Streamlining laws, tax concessions, and developing a reliable communications network will certainly help in attaining this goal, but two major impediments cannot be ignored. The first is the generally poor educational quality of local computer science and IT graduates, the products of an educational system that went to pot decades ago. These are precisely the workers who are supposed to make the product and produce the wealth - management and finance are mere facilitators. But while the best local graduates are indeed world-class, the majority suffers from an acute lack of depth and breadth. In comprehension of English they are way behind their Indian counterparts, and we have not even begun to realize that the enormous success of India in computers and IT owes much to high Indian standards in mathematics research and teaching.
The large and increasing emigration of the best IT workers (along with many other people with skills that are valued in the international marketplace) is another negative factor. Pulled by salaries that are huge on the Pakistani scale, and pushed by the growing pessimism about the country’s future, there is an unending hemorrhage. I see long lines of visa applicants queue up before the European and US embassies on every working day.
Nevertheless, one hopes that IT export plans will work, and work well. The growing number of software companies is a hopeful sign. Further, the energy and enthusiasm generated by IT is quite unprecedented and, in a country that has become increasingly cynical and less hopeful, provides a welcome relief. My personal belief is that despite hyperbole and exaggeration, advances in computer and communications technology definitely offer Pakistan the promise of a better future, one that we should eagerly grasp and invest in. The present IT policy is forward-looking and far superior to other government policies, but nevertheless incomplete and shaky in places. Golden geese tend to be finicky and not to lay their eggs when mistreated. In the above I have discussed crucial policy flaws that, if not corrected, would negate positive gains.

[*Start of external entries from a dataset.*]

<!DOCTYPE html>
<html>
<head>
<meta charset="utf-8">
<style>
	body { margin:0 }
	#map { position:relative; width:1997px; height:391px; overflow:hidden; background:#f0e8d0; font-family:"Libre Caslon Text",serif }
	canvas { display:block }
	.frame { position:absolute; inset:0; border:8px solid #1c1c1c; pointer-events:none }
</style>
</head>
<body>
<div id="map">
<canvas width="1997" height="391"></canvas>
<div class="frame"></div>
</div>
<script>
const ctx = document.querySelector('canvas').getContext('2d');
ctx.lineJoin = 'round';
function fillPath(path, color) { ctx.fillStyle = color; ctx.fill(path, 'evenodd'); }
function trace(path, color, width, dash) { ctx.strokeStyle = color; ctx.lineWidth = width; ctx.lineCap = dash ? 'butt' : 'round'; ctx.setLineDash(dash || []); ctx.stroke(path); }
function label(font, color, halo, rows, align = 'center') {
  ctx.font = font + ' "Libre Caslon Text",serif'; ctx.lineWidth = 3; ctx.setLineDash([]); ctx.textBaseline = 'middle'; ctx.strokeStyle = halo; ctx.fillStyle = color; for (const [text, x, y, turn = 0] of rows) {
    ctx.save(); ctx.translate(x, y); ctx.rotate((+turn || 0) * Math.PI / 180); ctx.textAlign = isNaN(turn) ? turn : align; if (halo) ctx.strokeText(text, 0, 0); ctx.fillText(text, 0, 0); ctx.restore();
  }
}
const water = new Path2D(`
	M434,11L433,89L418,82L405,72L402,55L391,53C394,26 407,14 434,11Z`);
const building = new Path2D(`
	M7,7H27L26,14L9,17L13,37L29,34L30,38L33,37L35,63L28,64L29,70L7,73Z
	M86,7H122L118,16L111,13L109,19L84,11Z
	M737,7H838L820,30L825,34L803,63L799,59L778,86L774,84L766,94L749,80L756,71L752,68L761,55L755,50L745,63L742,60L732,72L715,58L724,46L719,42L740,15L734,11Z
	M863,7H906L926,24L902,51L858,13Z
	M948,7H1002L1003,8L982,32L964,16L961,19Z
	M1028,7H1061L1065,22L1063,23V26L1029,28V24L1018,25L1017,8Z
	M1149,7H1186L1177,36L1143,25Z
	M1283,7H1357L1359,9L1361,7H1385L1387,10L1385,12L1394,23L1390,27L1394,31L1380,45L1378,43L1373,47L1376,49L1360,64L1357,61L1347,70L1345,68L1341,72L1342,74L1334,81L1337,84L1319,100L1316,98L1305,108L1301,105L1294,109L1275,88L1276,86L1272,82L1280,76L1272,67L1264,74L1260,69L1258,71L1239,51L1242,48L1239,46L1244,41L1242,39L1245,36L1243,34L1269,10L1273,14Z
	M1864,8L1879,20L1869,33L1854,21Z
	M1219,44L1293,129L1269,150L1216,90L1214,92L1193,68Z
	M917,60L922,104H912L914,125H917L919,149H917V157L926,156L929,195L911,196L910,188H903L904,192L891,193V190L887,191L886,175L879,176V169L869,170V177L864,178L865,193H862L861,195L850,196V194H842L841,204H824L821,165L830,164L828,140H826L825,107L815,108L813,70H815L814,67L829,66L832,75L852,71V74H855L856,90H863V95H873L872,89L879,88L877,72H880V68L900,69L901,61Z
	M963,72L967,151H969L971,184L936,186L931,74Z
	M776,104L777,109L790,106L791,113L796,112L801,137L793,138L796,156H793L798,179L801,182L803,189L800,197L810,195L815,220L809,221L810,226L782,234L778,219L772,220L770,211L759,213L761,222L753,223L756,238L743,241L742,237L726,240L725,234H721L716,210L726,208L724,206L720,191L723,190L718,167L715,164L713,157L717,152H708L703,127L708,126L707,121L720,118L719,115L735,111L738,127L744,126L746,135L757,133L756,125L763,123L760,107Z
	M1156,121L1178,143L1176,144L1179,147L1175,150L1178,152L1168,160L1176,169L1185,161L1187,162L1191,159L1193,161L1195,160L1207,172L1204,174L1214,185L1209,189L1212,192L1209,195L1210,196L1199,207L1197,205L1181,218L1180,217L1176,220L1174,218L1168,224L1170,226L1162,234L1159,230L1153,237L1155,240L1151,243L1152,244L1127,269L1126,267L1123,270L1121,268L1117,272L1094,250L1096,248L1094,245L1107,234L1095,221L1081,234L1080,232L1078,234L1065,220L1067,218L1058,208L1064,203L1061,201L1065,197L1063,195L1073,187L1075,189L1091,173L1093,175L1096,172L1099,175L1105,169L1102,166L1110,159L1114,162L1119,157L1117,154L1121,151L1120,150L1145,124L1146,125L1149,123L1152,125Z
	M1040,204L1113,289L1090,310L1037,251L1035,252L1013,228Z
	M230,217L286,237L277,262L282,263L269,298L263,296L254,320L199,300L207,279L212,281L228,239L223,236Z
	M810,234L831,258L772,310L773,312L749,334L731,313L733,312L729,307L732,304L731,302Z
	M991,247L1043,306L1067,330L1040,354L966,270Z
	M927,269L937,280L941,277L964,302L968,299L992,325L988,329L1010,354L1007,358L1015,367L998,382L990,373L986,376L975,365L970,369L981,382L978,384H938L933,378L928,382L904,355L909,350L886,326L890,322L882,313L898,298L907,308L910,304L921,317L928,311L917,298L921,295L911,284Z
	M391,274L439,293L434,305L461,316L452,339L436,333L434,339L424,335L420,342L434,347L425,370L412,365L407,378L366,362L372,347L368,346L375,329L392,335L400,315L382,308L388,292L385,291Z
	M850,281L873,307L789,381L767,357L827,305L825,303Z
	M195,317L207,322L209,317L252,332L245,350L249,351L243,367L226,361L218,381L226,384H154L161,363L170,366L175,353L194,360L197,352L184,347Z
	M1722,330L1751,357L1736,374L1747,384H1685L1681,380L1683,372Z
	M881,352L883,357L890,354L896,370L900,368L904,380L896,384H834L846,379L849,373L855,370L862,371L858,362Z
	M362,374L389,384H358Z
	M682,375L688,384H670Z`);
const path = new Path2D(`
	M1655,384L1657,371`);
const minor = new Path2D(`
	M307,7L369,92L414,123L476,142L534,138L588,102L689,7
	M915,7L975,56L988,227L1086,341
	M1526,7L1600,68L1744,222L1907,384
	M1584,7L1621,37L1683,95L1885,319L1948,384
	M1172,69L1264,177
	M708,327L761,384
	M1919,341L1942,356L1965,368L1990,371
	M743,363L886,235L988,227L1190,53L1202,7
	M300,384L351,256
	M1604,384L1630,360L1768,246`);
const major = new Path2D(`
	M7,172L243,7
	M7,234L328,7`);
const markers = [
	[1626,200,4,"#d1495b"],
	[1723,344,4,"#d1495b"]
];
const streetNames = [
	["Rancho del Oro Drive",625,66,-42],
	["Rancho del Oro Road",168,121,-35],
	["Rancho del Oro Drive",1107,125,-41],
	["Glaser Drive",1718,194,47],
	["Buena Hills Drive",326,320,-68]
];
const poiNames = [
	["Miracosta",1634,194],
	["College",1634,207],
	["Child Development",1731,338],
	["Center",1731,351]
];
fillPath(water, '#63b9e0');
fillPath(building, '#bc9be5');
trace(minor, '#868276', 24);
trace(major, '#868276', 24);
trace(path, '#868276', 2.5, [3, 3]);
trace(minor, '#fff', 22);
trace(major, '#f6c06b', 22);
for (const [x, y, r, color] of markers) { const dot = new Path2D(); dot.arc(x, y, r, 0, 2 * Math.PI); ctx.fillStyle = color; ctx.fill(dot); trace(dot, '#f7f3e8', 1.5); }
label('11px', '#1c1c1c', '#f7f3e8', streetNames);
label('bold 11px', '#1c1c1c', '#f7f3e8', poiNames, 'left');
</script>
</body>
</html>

Finally, it is a fact of history that no technology has ever made a real difference to society unless accompanied by an ideology of progress and rational apportioning of resources. The Taliban, for example, smash TV sets rather than trying to build or use them. Pakistan wastes its few scientific and technological resources to make nuclear weapons and ballistic missiles, adding nothing to society or economy. Real progress will be possible only if Pakistani society is willing to use information technology as a vehicle that brings us closer to modernity, and makes us more accepting of science and reason in the arbitration of human affairs.